| Supplied material |
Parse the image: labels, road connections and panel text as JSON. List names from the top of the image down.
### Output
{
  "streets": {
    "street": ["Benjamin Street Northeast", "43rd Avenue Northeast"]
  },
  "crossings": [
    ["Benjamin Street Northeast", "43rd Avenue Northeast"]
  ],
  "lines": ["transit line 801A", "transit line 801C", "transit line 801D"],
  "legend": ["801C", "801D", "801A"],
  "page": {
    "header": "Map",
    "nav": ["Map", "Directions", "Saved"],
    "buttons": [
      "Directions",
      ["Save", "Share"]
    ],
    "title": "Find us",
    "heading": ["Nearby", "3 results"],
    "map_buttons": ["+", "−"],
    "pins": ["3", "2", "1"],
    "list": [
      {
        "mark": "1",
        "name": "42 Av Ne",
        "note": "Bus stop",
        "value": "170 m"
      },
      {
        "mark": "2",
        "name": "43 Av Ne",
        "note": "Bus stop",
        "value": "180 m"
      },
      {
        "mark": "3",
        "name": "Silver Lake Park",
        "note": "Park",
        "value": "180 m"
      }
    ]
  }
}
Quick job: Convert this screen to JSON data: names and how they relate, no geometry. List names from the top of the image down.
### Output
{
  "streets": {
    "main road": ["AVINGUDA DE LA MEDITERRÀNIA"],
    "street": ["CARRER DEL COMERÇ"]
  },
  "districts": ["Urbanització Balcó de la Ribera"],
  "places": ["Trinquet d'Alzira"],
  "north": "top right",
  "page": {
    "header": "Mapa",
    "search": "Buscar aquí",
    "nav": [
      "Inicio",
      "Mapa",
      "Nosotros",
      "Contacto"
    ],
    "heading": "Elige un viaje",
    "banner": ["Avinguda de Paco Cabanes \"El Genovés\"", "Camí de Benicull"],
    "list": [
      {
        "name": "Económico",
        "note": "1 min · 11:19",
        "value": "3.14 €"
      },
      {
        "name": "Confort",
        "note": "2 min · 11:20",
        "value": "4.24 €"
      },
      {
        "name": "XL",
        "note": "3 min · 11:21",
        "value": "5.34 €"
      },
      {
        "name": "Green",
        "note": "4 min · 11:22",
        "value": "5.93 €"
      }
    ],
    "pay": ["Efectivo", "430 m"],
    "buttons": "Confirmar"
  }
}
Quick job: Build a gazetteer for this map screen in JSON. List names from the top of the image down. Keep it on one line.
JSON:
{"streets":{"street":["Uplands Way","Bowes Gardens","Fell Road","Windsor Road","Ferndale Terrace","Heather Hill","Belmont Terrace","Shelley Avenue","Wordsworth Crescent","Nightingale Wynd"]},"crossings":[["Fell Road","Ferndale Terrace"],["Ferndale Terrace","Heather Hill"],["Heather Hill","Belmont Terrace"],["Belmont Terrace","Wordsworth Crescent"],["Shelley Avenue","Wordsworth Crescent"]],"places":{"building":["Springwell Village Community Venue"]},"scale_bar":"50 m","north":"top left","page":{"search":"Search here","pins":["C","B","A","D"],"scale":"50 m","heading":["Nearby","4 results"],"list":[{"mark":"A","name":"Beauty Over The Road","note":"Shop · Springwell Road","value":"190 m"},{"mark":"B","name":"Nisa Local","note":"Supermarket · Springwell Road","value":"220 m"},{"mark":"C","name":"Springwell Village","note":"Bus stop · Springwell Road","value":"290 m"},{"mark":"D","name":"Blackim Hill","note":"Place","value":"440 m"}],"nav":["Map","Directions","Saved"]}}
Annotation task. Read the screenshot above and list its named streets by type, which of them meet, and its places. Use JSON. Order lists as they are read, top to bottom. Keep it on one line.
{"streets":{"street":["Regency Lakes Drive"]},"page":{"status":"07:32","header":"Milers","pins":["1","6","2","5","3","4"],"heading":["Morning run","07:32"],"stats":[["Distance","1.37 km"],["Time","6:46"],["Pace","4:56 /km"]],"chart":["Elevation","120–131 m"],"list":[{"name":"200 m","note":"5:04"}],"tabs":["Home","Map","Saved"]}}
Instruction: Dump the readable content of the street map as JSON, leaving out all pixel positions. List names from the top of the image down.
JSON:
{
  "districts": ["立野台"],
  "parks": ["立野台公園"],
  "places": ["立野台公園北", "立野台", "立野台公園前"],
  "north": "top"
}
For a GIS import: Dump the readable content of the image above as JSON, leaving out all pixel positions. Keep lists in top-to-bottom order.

| Exercise prompt |
Word for word, write out the entries above again.

| Response |
Parse the image: labels, road connections and panel text as JSON. List names from the top of the image down.
### Output
{
  "streets": {
    "street": ["Benjamin Street Northeast", "43rd Avenue Northeast"]
  },
  "crossings": [
    ["Benjamin Street Northeast", "43rd Avenue Northeast"]
  ],
  "lines": ["transit line 801A", "transit line 801C", "transit line 801D"],
  "legend": ["801C", "801D", "801A"],
  "page": {
    "header": "Map",
    "nav": ["Map", "Directions", "Saved"],
    "buttons": [
      "Directions",
      ["Save", "Share"]
    ],
    "title": "Find us",
    "heading": ["Nearby", "3 results"],
    "map_buttons": ["+", "−"],
    "pins": ["3", "2", "1"],
    "list": [
      {
        "mark": "1",
        "name": "42 Av Ne",
        "note": "Bus stop",
        "value": "170 m"
      },
      {
        "mark": "2",
        "name": "43 Av Ne",
        "note": "Bus stop",
        "value": "180 m"
      },
      {
        "mark": "3",
        "name": "Silver Lake Park",
        "note": "Park",
        "value": "180 m"
      }
    ]
  }
}
Quick job: Convert this screen to JSON data: names and how they relate, no geometry. List names from the top of the image down.
### Output
{
  "streets": {
    "main road": ["AVINGUDA DE LA MEDITERRÀNIA"],
    "street": ["CARRER DEL COMERÇ"]
  },
  "districts": ["Urbanització Balcó de la Ribera"],
  "places": ["Trinquet d'Alzira"],
  "north": "top right",
  "page": {
    "header": "Mapa",
    "search": "Buscar aquí",
    "nav": [
      "Inicio",
      "Mapa",
      "Nosotros",
      "Contacto"
    ],
    "heading": "Elige un viaje",
    "banner": ["Avinguda de Paco Cabanes \"El Genovés\"", "Camí de Benicull"],
    "list": [
      {
        "name": "Económico",
        "note": "1 min · 11:19",
        "value": "3.14 €"
      },
      {
        "name": "Confort",
        "note": "2 min · 11:20",
        "value": "4.24 €"
      },
      {
        "name": "XL",
        "note": "3 min · 11:21",
        "value": "5.34 €"
      },
      {
        "name": "Green",
        "note": "4 min · 11:22",
        "value": "5.93 €"
      }
    ],
    "pay": ["Efectivo", "430 m"],
    "buttons": "Confirmar"
  }
}
Quick job: Build a gazetteer for this map screen in JSON. List names from the top of the image down. Keep it on one line.
JSON:
{"streets":{"street":["Uplands Way","Bowes Gardens","Fell Road","Windsor Road","Ferndale Terrace","Heather Hill","Belmont Terrace","Shelley Avenue","Wordsworth Crescent","Nightingale Wynd"]},"crossings":[["Fell Road","Ferndale Terrace"],["Ferndale Terrace","Heather Hill"],["Heather Hill","Belmont Terrace"],["Belmont Terrace","Wordsworth Crescent"],["Shelley Avenue","Wordsworth Crescent"]],"places":{"building":["Springwell Village Community Venue"]},"scale_bar":"50 m","north":"top left","page":{"search":"Search here","pins":["C","B","A","D"],"scale":"50 m","heading":["Nearby","4 results"],"list":[{"mark":"A","name":"Beauty Over The Road","note":"Shop · Springwell Road","value":"190 m"},{"mark":"B","name":"Nisa Local","note":"Supermarket · Springwell Road","value":"220 m"},{"mark":"C","name":"Springwell Village","note":"Bus stop · Springwell Road","value":"290 m"},{"mark":"D","name":"Blackim Hill","note":"Place","value":"440 m"}],"nav":["Map","Directions","Saved"]}}
Annotation task. Read the screenshot above and list its named streets by type, which of them meet, and its places. Use JSON. Order lists as they are read, top to bottom. Keep it on one line.
{"streets":{"street":["Regency Lakes Drive"]},"page":{"status":"07:32","header":"Milers","pins":["1","6","2","5","3","4"],"heading":["Morning run","07:32"],"stats":[["Distance","1.37 km"],["Time","6:46"],["Pace","4:56 /km"]],"chart":["Elevation","120–131 m"],"list":[{"name":"200 m","note":"5:04"}],"tabs":["Home","Map","Saved"]}}
Instruction: Dump the readable content of the street map as JSON, leaving out all pixel positions. List names from the top of the image down.
JSON:
{
  "districts": ["立野台"],
  "parks": ["立野台公園"],
  "places": ["立野台公園北", "立野台", "立野台公園前"],
  "north": "top"
}
For a GIS import: Dump the readable content of the image above as JSON, leaving out all pixel positions. Keep lists in top-to-bottom order.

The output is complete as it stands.